TASK DESCRIPTION:
Return the records below exactly as they are written.

RECORDS TO PROCESS:
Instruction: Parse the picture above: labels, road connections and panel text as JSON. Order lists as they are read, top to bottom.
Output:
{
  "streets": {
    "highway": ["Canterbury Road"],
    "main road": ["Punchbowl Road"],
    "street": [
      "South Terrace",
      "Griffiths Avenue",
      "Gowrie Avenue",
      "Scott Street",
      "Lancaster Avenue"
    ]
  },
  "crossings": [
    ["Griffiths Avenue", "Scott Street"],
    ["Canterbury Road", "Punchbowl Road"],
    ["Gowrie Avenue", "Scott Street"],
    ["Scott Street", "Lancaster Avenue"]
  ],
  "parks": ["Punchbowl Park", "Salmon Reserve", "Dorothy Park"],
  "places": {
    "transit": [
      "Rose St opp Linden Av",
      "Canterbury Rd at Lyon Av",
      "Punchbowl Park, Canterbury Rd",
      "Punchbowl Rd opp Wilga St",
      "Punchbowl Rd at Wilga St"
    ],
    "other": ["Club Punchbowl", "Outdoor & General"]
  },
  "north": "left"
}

SOLVED EXERCISE:
Instruction: Parse the picture above: labels, road connections and panel text as JSON. Order lists as they are read, top to bottom.
Output:
{
  "streets": {
    "highway": ["Canterbury Road"],
    "main road": ["Punchbowl Road"],
    "street": [
      "South Terrace",
      "Griffiths Avenue",
      "Gowrie Avenue",
      "Scott Street",
      "Lancaster Avenue"
    ]
  },
  "crossings": [
    ["Griffiths Avenue", "Scott Street"],
    ["Canterbury Road", "Punchbowl Road"],
    ["Gowrie Avenue", "Scott Street"],
    ["Scott Street", "Lancaster Avenue"]
  ],
  "parks": ["Punchbowl Park", "Salmon Reserve", "Dorothy Park"],
  "places": {
    "transit": [
      "Rose St opp Linden Av",
      "Canterbury Rd at Lyon Av",
      "Punchbowl Park, Canterbury Rd",
      "Punchbowl Rd opp Wilga St",
      "Punchbowl Rd at Wilga St"
    ],
    "other": ["Club Punchbowl", "Outdoor & General"]
  },
  "north": "left"
}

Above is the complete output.